DESCRIPTION OF THE TASK ▸
Copy every line below that has the word "size" in it.

Saved data entries ▸

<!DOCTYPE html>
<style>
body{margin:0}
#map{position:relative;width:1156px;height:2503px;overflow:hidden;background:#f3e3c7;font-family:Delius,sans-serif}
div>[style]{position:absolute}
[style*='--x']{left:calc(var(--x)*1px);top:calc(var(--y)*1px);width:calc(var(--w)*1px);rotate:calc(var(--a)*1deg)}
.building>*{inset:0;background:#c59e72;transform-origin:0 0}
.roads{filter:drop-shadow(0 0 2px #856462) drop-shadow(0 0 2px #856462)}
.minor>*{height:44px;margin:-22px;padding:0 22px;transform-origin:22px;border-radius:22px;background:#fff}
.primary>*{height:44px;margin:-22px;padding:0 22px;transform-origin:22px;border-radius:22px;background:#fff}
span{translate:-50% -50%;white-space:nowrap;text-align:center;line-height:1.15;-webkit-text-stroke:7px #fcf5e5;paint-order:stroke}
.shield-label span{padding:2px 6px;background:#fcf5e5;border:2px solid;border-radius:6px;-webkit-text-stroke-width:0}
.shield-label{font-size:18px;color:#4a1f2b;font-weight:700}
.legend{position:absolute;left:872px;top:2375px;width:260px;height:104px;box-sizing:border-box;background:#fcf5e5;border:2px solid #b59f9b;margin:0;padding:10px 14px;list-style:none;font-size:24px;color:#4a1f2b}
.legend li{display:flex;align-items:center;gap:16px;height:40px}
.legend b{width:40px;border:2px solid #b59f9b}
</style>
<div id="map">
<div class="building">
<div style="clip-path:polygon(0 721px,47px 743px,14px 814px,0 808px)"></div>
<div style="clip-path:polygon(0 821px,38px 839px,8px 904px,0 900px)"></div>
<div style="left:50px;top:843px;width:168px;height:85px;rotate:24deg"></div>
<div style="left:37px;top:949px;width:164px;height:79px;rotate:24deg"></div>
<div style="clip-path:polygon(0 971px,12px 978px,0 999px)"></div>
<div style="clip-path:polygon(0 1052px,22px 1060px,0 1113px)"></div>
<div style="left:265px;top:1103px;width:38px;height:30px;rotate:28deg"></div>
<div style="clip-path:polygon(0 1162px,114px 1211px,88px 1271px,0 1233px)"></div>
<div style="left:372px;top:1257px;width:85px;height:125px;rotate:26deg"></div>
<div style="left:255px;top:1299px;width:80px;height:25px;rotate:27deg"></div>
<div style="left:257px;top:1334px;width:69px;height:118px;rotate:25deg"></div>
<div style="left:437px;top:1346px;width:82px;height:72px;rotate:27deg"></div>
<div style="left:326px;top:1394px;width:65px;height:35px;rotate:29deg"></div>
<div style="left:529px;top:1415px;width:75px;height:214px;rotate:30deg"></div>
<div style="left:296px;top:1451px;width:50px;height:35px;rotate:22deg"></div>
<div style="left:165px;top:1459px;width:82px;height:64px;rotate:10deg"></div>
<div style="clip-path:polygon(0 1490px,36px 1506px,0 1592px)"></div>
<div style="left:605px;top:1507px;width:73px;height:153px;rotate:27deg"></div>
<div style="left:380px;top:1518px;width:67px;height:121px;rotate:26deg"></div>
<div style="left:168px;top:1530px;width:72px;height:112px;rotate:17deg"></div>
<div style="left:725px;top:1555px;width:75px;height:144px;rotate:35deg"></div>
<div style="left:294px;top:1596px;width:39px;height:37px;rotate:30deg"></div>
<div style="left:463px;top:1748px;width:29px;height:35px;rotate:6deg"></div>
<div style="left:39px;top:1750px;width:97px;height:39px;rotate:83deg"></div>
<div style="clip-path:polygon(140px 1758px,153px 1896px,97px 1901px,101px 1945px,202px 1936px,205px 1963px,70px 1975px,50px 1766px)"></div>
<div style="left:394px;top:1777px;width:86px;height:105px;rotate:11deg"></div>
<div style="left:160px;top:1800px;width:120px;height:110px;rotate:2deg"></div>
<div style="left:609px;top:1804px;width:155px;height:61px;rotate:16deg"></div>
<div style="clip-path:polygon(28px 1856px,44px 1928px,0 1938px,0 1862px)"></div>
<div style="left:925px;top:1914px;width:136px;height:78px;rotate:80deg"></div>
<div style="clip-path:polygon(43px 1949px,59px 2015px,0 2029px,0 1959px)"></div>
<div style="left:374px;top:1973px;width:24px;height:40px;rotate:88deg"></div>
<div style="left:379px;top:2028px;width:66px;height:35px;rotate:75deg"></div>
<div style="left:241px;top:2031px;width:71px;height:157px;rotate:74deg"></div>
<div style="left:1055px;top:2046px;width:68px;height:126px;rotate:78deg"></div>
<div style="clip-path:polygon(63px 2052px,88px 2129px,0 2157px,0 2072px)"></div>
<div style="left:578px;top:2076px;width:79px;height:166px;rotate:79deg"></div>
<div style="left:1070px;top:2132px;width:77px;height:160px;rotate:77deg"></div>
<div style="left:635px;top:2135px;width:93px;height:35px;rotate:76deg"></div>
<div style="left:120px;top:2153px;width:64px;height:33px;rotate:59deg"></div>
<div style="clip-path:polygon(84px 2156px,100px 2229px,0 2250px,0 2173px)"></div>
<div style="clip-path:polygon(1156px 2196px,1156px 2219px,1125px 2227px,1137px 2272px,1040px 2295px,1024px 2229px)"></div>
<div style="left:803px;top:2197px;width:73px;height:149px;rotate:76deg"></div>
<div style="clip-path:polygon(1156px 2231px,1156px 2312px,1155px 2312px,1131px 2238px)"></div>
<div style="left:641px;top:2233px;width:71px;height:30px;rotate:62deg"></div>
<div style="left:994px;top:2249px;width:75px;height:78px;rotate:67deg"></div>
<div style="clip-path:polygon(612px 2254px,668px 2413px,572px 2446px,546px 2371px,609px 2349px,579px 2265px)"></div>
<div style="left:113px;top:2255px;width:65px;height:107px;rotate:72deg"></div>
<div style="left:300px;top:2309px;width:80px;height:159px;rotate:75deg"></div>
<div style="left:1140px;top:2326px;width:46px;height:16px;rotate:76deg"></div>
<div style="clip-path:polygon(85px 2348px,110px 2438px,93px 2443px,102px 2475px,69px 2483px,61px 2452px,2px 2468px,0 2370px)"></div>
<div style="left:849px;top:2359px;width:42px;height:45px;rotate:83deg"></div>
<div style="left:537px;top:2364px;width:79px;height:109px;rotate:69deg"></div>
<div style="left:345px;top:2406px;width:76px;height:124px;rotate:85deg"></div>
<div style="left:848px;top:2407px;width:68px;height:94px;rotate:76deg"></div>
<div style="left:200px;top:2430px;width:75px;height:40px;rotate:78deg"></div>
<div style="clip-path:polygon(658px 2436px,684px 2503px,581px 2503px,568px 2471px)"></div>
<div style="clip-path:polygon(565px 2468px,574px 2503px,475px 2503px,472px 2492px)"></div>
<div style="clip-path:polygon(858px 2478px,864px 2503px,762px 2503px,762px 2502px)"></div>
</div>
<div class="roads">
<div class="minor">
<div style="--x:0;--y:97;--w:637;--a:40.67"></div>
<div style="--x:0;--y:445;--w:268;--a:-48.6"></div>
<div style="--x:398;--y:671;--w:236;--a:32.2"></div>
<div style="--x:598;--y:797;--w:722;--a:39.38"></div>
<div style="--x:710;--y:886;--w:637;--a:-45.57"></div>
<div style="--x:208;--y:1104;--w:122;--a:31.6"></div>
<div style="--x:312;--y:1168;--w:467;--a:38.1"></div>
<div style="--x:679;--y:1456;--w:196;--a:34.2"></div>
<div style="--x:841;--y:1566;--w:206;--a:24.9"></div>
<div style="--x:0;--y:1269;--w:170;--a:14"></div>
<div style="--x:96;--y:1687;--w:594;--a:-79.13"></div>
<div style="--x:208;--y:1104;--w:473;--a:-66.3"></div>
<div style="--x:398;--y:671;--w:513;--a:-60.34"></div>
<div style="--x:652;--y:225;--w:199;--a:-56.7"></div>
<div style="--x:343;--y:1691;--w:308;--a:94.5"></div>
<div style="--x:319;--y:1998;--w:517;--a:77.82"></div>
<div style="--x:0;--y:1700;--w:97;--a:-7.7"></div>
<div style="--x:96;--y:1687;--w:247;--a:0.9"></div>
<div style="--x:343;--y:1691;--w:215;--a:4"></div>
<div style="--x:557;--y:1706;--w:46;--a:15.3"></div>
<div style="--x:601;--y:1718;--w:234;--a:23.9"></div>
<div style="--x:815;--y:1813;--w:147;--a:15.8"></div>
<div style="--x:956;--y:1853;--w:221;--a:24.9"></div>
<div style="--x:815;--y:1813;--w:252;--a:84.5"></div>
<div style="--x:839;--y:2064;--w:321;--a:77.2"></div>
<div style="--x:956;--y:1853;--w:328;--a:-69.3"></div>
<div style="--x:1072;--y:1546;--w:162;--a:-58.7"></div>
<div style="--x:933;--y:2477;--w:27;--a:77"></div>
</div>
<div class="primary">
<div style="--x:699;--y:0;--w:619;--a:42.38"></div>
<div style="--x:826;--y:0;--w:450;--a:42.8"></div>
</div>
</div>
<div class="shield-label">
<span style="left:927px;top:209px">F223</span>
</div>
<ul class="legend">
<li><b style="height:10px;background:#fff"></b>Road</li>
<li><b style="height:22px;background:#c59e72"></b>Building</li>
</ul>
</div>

TASK RESULT ▸
.shield-label{font-size:18px;color:#4a1f2b;font-weight:700}
.legend{position:absolute;left:872px;top:2375px;width:260px;height:104px;box-sizing:border-box;background:#fcf5e5;border:2px solid #b59f9b;margin:0;padding:10px 14px;list-style:none;font-size:24px;color:#4a1f2b}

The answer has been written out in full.